IU-Indy DataViz Games

Mar 2026

IU-Indy DataViz Games

IU Indy DataViz Games submission exploring how travel distance relates to game attendance.

PythonseabornPandasNumPyMatplotlib
Source
Collaborators:
Kevin Zhou avatar

Overview

Distance & Devotion is a data visualization project we created for the IU Indy DataViz Games 2026, a competition centered on turning sports data into a clear and compelling story. The repository includes a full reproducible pipeline with a raw NCAA dataset, intermediate CSVs, candidate charts, and a final stitched submission graphic.

The central question we were trying to answer from the start was: how does travel distance relate to women's college basketball attendance, and what can that reveal about fan devotion, program reach, and structural differences across institutions? Since fan-level travel telemetry data was largely unavailable, the analysis is conducted with the visiting team's campus-to-venue distance as a proxy for the travel burden facing an away fan base.

That framing allows us to turn attendance into more than a simple popularity metric and study whether high-interest programs and games still draw crowds even when travel is long, and whether those burdens are distributed differently across teams, conferences, and HBCU programs.


Data sources

The main data set we used is data/raw/ncaa_raw.csv, which is the raw NCAA dataset given by the competition to be used for the project.

The raw data is then processed into two committed intermediate outputs for reproducibility: data/intermediate/games_with_distance.csv and data/intermediate/team_travel_distances.csv. Those files are the filtered versions of the raw data set to be used for specific analyses as we will describe below.

The project also depends on a US state shapefile stored in data/geographical_visualization_maps/, which is loaded in visuals.py and filtered to admin == 'United States of America' before the national travel map is drawn.

Core fields used in the pipeline

The first step of our process was to clean the raw data set of any extraneous fields and to filter the dataset to only include the fields needed for the analysis. Our data-prep script immediately narrows the working dataset to a smaller set of columns centered on team identity, conference, attendance, venue coordinates, campus coordinates, home/away status, neutral-site status, HBCU flag, and season record.

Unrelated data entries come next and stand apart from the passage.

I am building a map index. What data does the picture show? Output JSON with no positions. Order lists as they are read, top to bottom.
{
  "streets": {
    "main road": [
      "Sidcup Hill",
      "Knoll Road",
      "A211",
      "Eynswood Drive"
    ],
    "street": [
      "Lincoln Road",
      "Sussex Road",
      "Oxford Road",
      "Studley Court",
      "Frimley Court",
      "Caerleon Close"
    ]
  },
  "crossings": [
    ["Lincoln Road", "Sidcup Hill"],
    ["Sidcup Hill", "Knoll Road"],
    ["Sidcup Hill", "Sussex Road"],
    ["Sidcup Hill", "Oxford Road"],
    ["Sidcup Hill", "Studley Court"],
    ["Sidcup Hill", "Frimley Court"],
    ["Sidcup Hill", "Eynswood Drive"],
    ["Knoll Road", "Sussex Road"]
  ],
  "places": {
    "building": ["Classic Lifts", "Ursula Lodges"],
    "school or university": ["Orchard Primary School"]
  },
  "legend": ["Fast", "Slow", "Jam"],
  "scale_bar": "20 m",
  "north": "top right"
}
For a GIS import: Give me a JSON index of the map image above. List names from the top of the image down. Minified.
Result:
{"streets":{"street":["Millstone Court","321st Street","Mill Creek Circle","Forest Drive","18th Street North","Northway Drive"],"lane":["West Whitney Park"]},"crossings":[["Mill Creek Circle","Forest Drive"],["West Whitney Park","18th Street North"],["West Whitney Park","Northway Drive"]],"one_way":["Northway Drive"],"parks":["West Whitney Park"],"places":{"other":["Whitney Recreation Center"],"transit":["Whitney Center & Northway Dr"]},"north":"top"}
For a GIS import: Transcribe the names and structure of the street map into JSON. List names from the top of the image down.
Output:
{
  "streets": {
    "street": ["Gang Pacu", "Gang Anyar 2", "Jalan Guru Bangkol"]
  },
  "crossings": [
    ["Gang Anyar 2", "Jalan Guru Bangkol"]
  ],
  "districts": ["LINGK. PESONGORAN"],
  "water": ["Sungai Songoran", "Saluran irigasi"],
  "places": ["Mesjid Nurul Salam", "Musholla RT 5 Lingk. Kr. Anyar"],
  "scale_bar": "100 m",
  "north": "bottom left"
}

The specific fields used directly in the code include:

FieldPurpose
TEAM_INSTITUTION_NAMETeam/school identifier.
TEAM_CONFERENCEConference grouping for comparisons.
ATTENDANCEMain outcome metric used in charts and aggregations.
FACILITY_LATITUDE, FACILITY_LONGITUDEVenue coordinates for travel calculations.
TEAM_INSTITUTION_LATITUDE, TEAM_INSTITUTION_LONGITUDECampus coordinates for travel calculations.
IS_HOME_CONTESTUsed to isolate away games.
IS_SITE_NEUTRALUsed to exclude neutral-site contests.
IS_INSTITUTION_HBCUSupports the HBCU vs. non-HBCU analysis.
SEASON_WINS, SEASON_LOSSESUsed for win-adjusted metrics and team summaries.

Data cleaning and feature engineering

All core preprocessing lives in src/scripts/geographic_gravity.py, which acts as the analytical engine for the project. It loads the raw CSV, trims the data to the fields needed for analysis (that we just described), computes geographic distance, creates derived metrics, and exports the two intermediate CSVs used by the rest of the pipeline.

Filtering pipeline

Specifically to filter the data, the script applies the following sequence:

  1. It removes neutral-site games by keeping only rows where IS_SITE_NEUTRAL is no.
  2. Drops rows with missing venue or campus coordinates (these are not usable for calculating distance),
  3. Keeps only away-game rows by filtering IS_HOME_CONTEST to no.

This cleaning matters because travel distance is only meaningful from the visiting team's perspective, and coordinate completeness is required for the distance calculation to run cleanly.

Haversine distance

Travel distance is computed with a custom Haversine implementation written directly in Python. The function uses an Earth radius of 3,959 miles and calculates the great-circle distance between the venue and the visiting institution.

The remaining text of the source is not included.